● Your assignment
Please output the section of the listing below that opens with the line containing "M1178 136 1212" and closes with the line containing "M0 1027 138 917 179 877 215 831", exactly and with nothing else.

**** Records for this exercise ****

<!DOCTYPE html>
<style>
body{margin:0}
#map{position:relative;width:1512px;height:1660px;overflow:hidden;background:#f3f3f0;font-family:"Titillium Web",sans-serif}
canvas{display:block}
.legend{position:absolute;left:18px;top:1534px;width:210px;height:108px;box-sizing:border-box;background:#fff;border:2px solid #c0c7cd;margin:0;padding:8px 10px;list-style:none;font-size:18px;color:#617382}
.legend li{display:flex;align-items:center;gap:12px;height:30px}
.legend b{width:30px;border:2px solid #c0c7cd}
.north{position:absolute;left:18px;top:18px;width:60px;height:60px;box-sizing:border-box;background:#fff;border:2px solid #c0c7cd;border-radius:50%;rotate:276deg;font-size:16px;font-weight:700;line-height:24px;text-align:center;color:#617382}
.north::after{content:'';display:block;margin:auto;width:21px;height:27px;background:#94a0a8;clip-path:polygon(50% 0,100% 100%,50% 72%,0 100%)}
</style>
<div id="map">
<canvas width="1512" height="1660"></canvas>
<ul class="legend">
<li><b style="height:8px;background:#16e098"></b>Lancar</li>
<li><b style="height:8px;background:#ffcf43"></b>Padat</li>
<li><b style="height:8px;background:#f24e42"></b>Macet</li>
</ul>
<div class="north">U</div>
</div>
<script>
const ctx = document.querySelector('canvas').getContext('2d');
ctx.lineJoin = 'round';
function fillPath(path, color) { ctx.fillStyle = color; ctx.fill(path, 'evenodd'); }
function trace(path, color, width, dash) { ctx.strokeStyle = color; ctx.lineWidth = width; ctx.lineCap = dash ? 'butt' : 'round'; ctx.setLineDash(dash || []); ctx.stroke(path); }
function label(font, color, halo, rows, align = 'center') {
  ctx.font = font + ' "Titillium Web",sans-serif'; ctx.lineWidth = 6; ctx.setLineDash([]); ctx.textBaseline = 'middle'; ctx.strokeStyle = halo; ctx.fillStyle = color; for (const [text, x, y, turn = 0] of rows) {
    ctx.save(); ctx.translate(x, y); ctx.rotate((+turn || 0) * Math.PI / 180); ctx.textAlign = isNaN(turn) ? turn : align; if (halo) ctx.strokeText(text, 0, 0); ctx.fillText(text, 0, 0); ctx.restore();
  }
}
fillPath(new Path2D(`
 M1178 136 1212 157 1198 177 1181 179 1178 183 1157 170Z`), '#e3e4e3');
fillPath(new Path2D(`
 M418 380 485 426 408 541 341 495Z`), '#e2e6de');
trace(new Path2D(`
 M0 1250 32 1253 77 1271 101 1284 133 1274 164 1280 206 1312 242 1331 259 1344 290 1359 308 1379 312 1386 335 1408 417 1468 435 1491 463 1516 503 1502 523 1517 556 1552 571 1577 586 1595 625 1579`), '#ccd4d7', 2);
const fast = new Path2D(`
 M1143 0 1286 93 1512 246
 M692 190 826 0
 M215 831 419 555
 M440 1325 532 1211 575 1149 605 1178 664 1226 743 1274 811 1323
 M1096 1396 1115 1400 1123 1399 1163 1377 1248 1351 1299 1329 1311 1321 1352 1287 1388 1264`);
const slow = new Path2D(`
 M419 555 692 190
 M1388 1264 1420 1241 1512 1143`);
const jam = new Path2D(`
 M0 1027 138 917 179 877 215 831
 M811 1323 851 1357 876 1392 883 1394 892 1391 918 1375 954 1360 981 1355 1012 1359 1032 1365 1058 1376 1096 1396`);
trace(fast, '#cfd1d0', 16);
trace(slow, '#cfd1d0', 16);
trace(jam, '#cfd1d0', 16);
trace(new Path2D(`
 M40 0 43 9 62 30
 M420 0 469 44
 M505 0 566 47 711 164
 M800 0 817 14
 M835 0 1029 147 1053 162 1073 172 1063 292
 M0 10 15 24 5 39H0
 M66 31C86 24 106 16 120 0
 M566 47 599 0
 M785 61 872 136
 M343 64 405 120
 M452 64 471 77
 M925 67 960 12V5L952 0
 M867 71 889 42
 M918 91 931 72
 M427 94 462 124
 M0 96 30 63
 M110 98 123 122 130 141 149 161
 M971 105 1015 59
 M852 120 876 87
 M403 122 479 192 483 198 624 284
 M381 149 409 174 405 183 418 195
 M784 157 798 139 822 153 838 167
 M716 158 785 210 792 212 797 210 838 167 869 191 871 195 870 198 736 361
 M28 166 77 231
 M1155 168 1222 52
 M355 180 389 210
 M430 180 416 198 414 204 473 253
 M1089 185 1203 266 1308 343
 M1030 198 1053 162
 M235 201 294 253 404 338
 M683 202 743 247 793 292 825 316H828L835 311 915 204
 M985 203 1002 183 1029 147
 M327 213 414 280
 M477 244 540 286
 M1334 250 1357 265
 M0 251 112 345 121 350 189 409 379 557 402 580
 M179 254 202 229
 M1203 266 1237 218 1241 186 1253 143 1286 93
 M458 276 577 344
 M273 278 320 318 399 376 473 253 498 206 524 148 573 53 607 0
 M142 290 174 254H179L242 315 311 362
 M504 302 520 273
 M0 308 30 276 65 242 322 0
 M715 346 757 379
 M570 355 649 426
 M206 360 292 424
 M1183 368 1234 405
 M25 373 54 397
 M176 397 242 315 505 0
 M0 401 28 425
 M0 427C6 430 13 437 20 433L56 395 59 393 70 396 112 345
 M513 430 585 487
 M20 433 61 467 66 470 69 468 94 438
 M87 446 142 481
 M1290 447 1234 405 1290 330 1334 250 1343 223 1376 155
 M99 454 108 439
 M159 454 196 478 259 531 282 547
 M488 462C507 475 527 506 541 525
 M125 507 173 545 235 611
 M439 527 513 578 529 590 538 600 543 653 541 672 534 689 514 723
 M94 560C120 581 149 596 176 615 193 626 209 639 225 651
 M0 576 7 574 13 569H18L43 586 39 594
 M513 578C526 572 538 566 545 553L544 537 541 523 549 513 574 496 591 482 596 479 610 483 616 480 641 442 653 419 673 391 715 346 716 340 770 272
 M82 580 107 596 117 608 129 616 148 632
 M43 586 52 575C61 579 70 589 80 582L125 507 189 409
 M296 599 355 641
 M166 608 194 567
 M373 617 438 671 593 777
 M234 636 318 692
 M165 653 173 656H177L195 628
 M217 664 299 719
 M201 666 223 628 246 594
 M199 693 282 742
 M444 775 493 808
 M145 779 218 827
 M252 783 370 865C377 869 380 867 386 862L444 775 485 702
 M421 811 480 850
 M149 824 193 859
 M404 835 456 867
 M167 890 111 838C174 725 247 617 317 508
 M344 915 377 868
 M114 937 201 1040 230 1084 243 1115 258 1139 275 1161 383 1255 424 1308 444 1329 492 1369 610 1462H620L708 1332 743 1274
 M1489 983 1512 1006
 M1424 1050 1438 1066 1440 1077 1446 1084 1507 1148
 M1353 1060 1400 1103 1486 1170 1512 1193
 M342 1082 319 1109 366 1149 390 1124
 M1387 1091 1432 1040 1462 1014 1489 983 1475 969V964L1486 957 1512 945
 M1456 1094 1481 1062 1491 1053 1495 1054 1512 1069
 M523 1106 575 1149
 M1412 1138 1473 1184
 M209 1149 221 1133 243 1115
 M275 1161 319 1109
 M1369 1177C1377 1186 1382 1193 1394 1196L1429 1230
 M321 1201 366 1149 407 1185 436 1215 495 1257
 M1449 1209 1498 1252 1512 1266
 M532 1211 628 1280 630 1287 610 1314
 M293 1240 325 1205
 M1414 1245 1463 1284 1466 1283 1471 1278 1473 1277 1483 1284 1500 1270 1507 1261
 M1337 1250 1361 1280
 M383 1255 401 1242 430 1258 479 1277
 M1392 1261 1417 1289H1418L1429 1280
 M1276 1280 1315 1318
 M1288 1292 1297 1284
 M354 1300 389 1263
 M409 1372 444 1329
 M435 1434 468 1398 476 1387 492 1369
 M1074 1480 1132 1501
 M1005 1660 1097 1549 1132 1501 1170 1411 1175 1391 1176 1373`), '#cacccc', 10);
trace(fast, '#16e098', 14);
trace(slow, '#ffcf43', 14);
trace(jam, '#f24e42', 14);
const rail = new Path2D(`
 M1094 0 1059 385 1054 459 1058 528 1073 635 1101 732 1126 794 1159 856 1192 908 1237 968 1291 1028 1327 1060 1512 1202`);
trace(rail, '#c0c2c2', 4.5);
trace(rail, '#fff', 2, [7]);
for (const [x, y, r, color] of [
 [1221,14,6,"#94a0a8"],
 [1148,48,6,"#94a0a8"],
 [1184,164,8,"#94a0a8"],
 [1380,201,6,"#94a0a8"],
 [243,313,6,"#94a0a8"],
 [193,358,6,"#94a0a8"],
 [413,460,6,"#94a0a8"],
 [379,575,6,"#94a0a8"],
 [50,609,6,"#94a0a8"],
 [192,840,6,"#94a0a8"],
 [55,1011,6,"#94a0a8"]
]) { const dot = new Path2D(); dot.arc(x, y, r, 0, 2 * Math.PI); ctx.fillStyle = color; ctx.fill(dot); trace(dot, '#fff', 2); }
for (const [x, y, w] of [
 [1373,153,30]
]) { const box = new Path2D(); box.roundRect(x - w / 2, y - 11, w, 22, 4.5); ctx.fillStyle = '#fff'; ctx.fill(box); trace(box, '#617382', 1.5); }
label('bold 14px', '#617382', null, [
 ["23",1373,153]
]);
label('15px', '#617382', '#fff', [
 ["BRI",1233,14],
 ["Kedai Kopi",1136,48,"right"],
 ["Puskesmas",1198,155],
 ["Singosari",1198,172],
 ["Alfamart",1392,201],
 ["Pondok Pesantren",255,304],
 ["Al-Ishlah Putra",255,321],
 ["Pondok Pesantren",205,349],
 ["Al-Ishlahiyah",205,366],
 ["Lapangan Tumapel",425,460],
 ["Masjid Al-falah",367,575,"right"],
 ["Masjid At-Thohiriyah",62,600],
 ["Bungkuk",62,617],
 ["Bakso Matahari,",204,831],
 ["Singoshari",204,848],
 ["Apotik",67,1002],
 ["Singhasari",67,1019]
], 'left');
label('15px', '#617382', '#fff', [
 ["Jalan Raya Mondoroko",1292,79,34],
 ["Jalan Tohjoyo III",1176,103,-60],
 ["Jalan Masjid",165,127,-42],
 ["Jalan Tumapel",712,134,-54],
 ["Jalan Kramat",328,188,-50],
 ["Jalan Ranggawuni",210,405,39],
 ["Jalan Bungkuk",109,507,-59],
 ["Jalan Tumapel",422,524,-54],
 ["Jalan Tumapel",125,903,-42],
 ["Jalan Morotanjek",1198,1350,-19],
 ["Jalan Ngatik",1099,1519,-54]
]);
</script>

****

● Written solution
 M1178 136 1212 157 1198 177 1181 179 1178 183 1157 170Z`), '#e3e4e3');
fillPath(new Path2D(`
 M418 380 485 426 408 541 341 495Z`), '#e2e6de');
trace(new Path2D(`
 M0 1250 32 1253 77 1271 101 1284 133 1274 164 1280 206 1312 242 1331 259 1344 290 1359 308 1379 312 1386 335 1408 417 1468 435 1491 463 1516 503 1502 523 1517 556 1552 571 1577 586 1595 625 1579`), '#ccd4d7', 2);
const fast = new Path2D(`
 M1143 0 1286 93 1512 246
 M692 190 826 0
 M215 831 419 555
 M440 1325 532 1211 575 1149 605 1178 664 1226 743 1274 811 1323
 M1096 1396 1115 1400 1123 1399 1163 1377 1248 1351 1299 1329 1311 1321 1352 1287 1388 1264`);
const slow = new Path2D(`
 M419 555 692 190
 M1388 1264 1420 1241 1512 1143`);
const jam = new Path2D(`
 M0 1027 138 917 179 877 215 831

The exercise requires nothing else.